CVS Health’s nearly $8 billion acquisition of Signify Health, the Dallas-based home health risk assessment company, is the latest high-priced digital health acquisition. Earlier in the quarter, tech giant Amazon acquired One Medical for nearly $4 billion in cash.
Experts said they’re not anticipating a slowdown in digital health merger and acquisition activity any time soon.
“We’ve seen a lot of IPOs in the healthcare space,” said Matt Wolf a director and senior healthcare analyst at consulting firm, RSM. “Many of these companies are viable. They might need to just be folded into a strategic buyer to be more economically viable or taken private.”
Despite posting a $490 million net loss in Q2, Signify Health remained bullish on growth after its February acquisition of Caravan Health. The company said that the acquisition would allow it to provide more home-visit consultations to at-risk patients in a value-based arrangement. This mentality is present throughout digital health.
“Time and time again in the past few years we’ve seen if as a provider if you’re able to meet patients when its convenient [for] them they will engage in healthcare,” Wolf said.
Andrew Bab, a partner at law firm, Debevoise & Plimpton’s M&A practice, said companies focused on improving the patient experience, offering efficiency gains to payers, and decentralizing clinical trials may be at the center of future moves.
“Healthcare is such a fertile area,” Bab said. “These [larger] companies want to be part of it.”
Despite both Signify and One Medical posting significant second quarter losses and enduring prolonged stock price decreases, they were still viewed as worthy investments. Sandy Draper, a senior managing director at Guggenheim Partners, a global investment and advisory firm, said the pandemic accelerated adoption of telehealth and made digital health a viable acquisition target for larger companies.
“We were forced to change the way we distributed care,” Draper said. “IT changed the way not just consumers, but physicians and employers [engaged]. This seismic shift is taking place. It is going to take a lot of dollars—that’s why you’re seeing big companies interested.”
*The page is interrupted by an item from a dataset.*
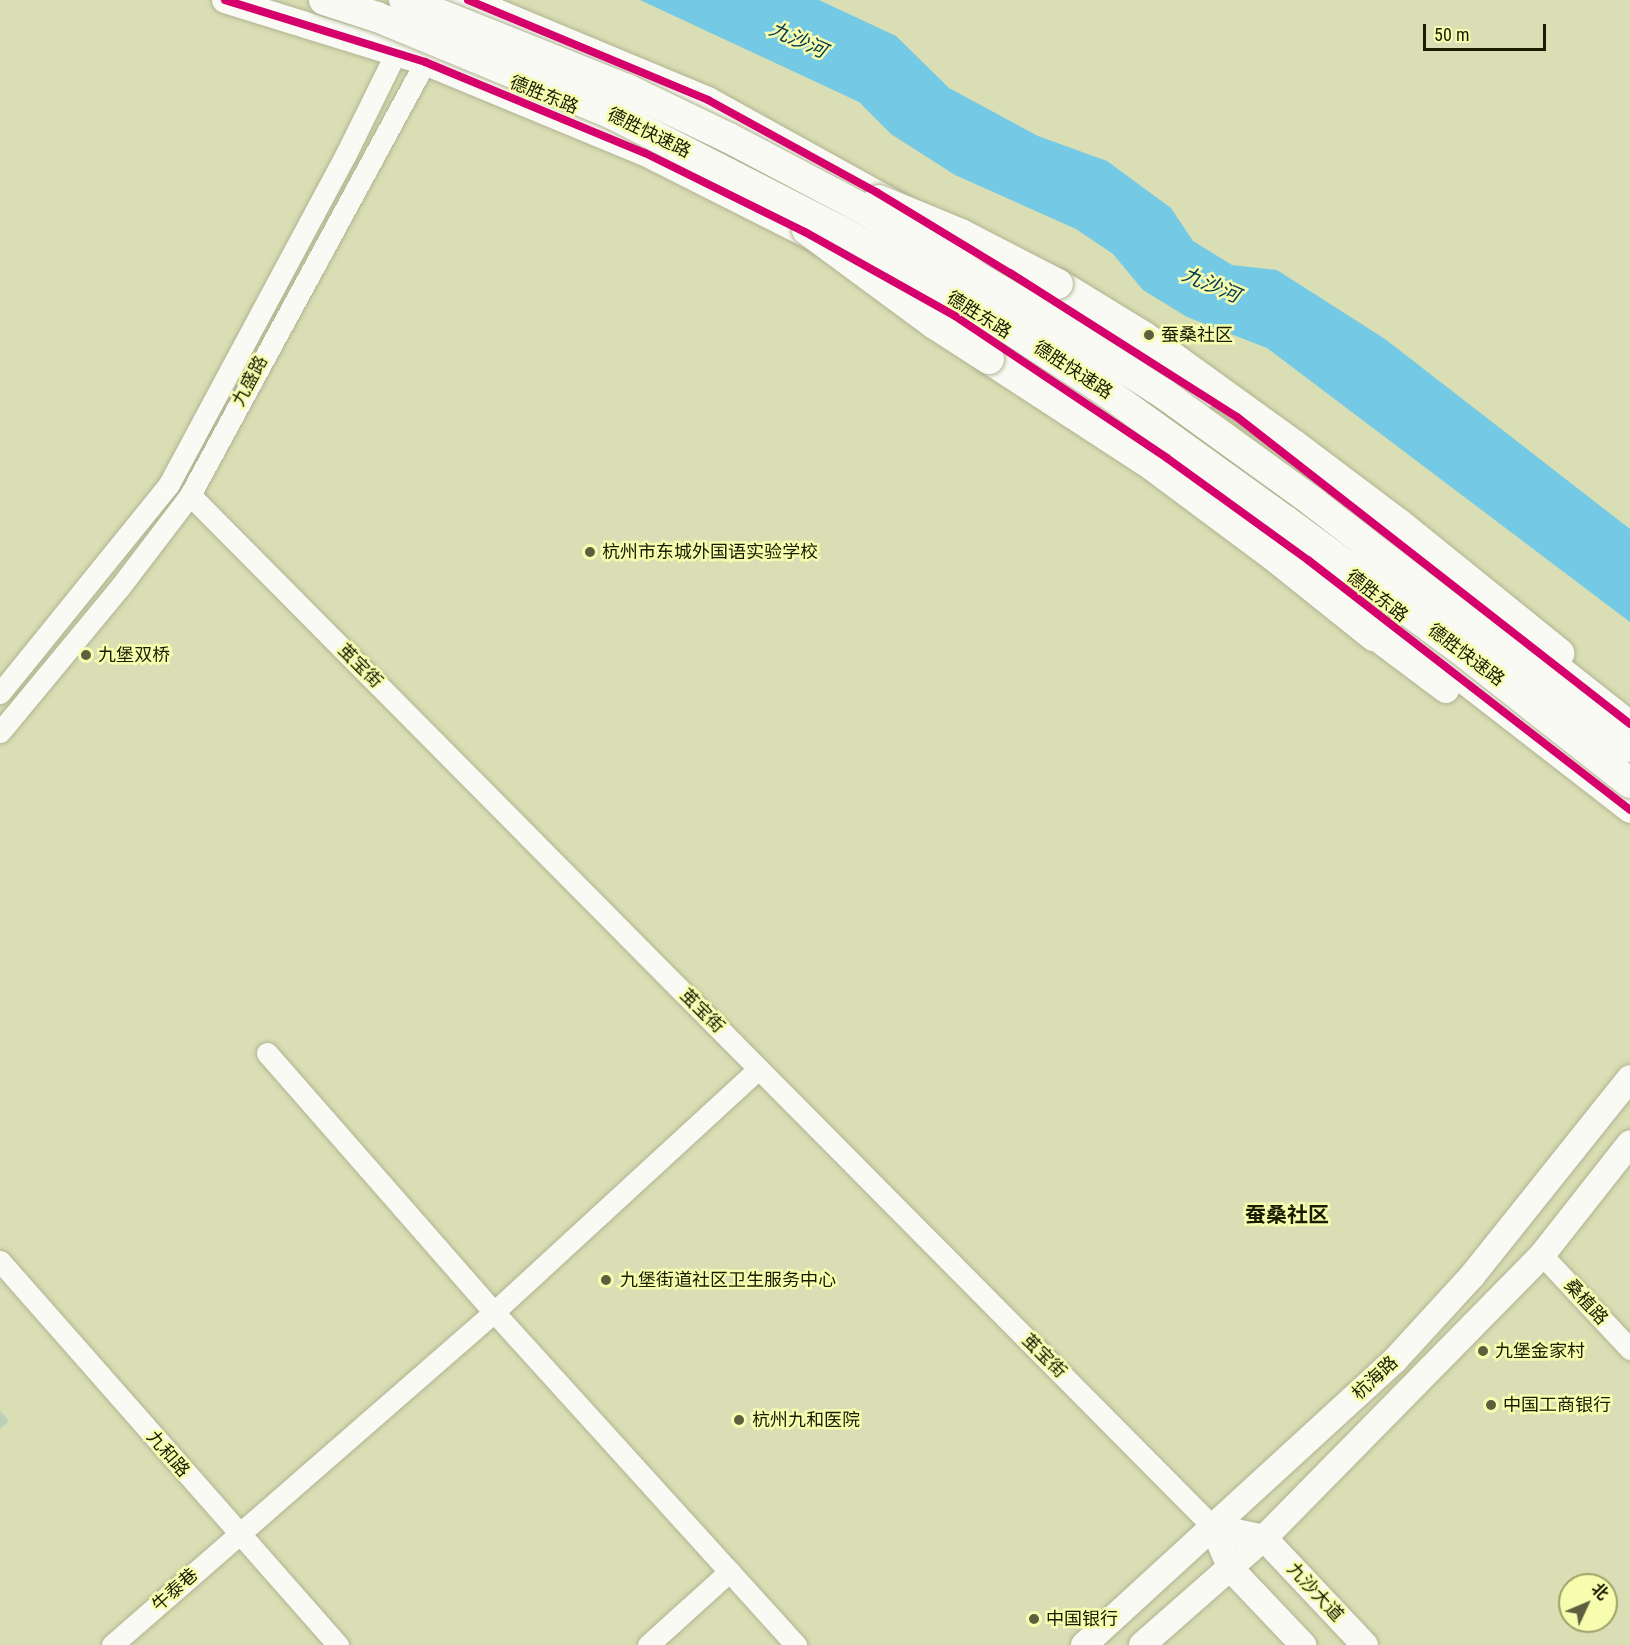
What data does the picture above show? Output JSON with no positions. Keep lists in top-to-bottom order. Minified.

Nathan Ray, a partner at consulting firm West Monroe’s healthcare M&A practice, said many digital health companies can grow stronger with a strategic partner.
“These core businesses need economics that improve with scale,” Ray said. “All of these companies that are getting invested in—particularly provider-wise—are what we call roll up plays.”
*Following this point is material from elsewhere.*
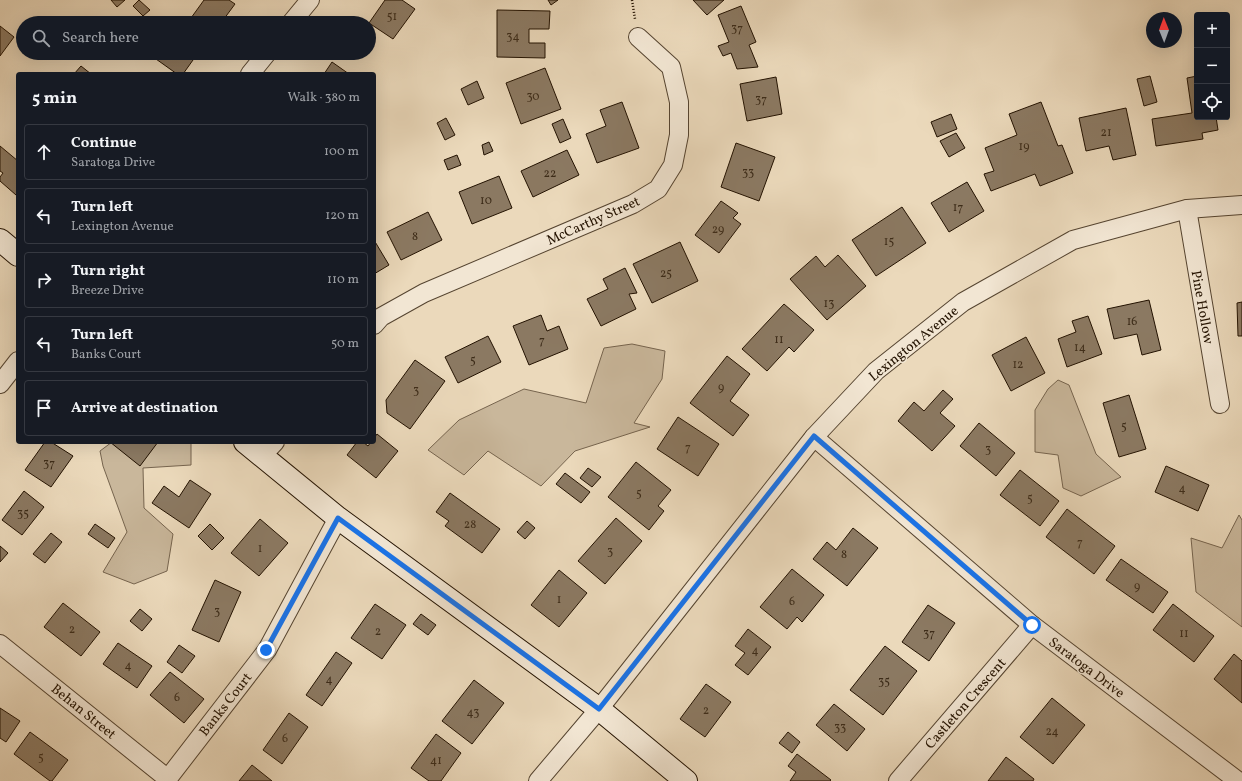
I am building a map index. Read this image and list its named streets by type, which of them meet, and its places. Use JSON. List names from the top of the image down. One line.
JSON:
{"streets":{"street":["McCarthy Street","Pine Hollow","Lexington Avenue","Saratoga Drive","Castleton Crescent","Banks Court","Behan Street"]},"crossings":[["Pine Hollow","Lexington Avenue"],["Lexington Avenue","Saratoga Drive"],["Saratoga Drive","Castleton Crescent"],["Banks Court","Behan Street"]],"house_numbers":["51","37","34","30","37","21","19","33","22","10","17","29","8","15","25","13","16","11","7","14","5","12","9","3","5","7","3","37","4","5","5","35","28","7","1","3","8","9","1","6","3","2","2","37","11","4","4","4","35","6","2","43","33","24","6","5","41"],"north":"top","page":{"map_buttons":["+","−"],"search":"Search here","heading":["5 min","Walk · 380 m"],"list":[["Continue","Saratoga Drive","100 m"],["Turn left","Lexington Avenue","120 m"],["Turn right","Breeze Drive","110 m"],["Turn left","Banks Court","50 m"],"Arrive at destination"]}}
Ray described those as companies that improve as economies of scale increase. While the public market has been less than kind to many digital health companies, Wolf remains optimistic.
“Change can take longer than a quarter in healthcare,” Wolf said.
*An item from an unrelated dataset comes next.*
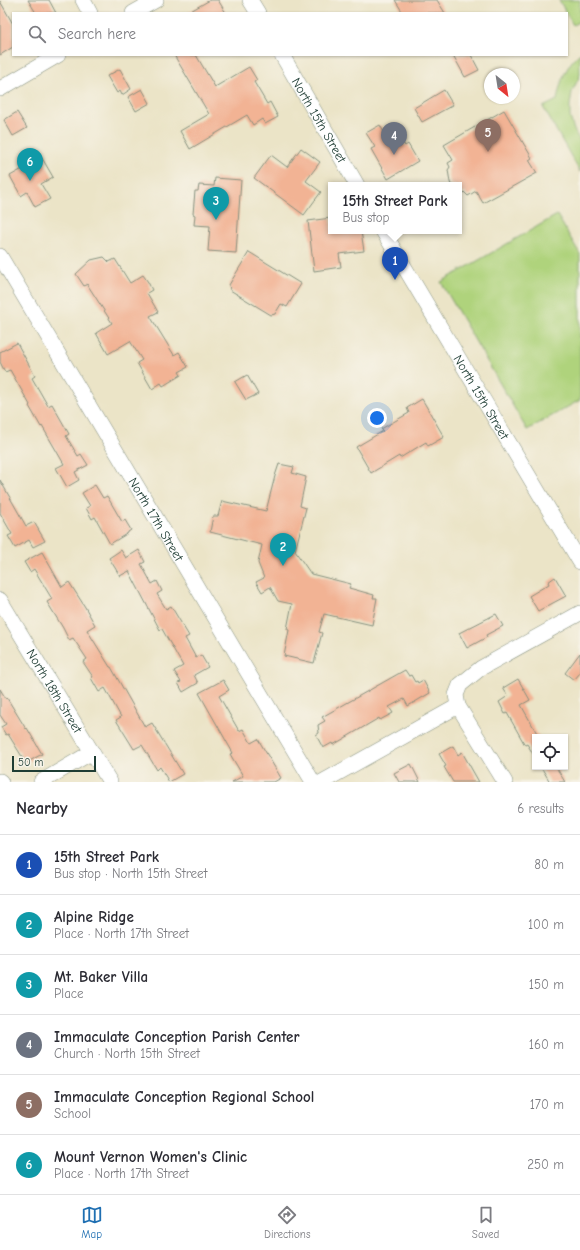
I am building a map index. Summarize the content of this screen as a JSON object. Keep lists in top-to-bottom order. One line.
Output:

While not referring to any specific deal, experts speculated on which companies could follow in the footsteps of Signify and One Medical in M&A activity. Here were five potential companies that came up in conversations.
Teladoc
Despite posting a net loss of $3.1 billion in the second quarter, experts said the Purchase, New York-based telemedicine and virtual healthcare company could be an attractive option for a large partner. The company boasts a large, established suite of services and a strong membership base, but saw its adjusted earnings before interest, taxes, depreciation, and amortization dip 30% last quarter. After trading at nearly $300 per share last year, the company is trading around $32 per share at press time. Teladoc said it has no intentions to sell the company.
Amwell
Earlier this month the Boston-based company announced it was working with CVS Health on its new virtual care platform that will roll out to Aetna and CVS Caremark members next year. Amwell posted a 7.1% increase in revenue from the year-ago quarter. In 2020, its CEO, Dr. Ido Schoenberg said the company plans to transition away from providing healthcare services, to being a company that primarily sells tools to healthcare providers. The company did not have a comment.
Oscar Health
Following a trend of public companies which faced Wall Street skepticism, multiple experts said New York City-based health insurtech Oscar Health could be the next large digital health company to be acquired. The company has seen its stock price fall by more than 80% since going public last year. A spokesperson for Oscar Health said, "Any speculation around an acquisition of Oscar by another party is just that - speculation."
Babylon Health
After media reports revealed the London-based Babylon Health, which offers AI-enabled virtual diagnosis and medical appointments, was courting buyers, the company took the unusual step of issuing a press release dispelling it. In an interview with Digital Health Business & Technology last month, Ali Parsa, the company’s CEO said it was on track for profitability in the next couple of years. He admitted broader economic conditions have stunted the company’s growth.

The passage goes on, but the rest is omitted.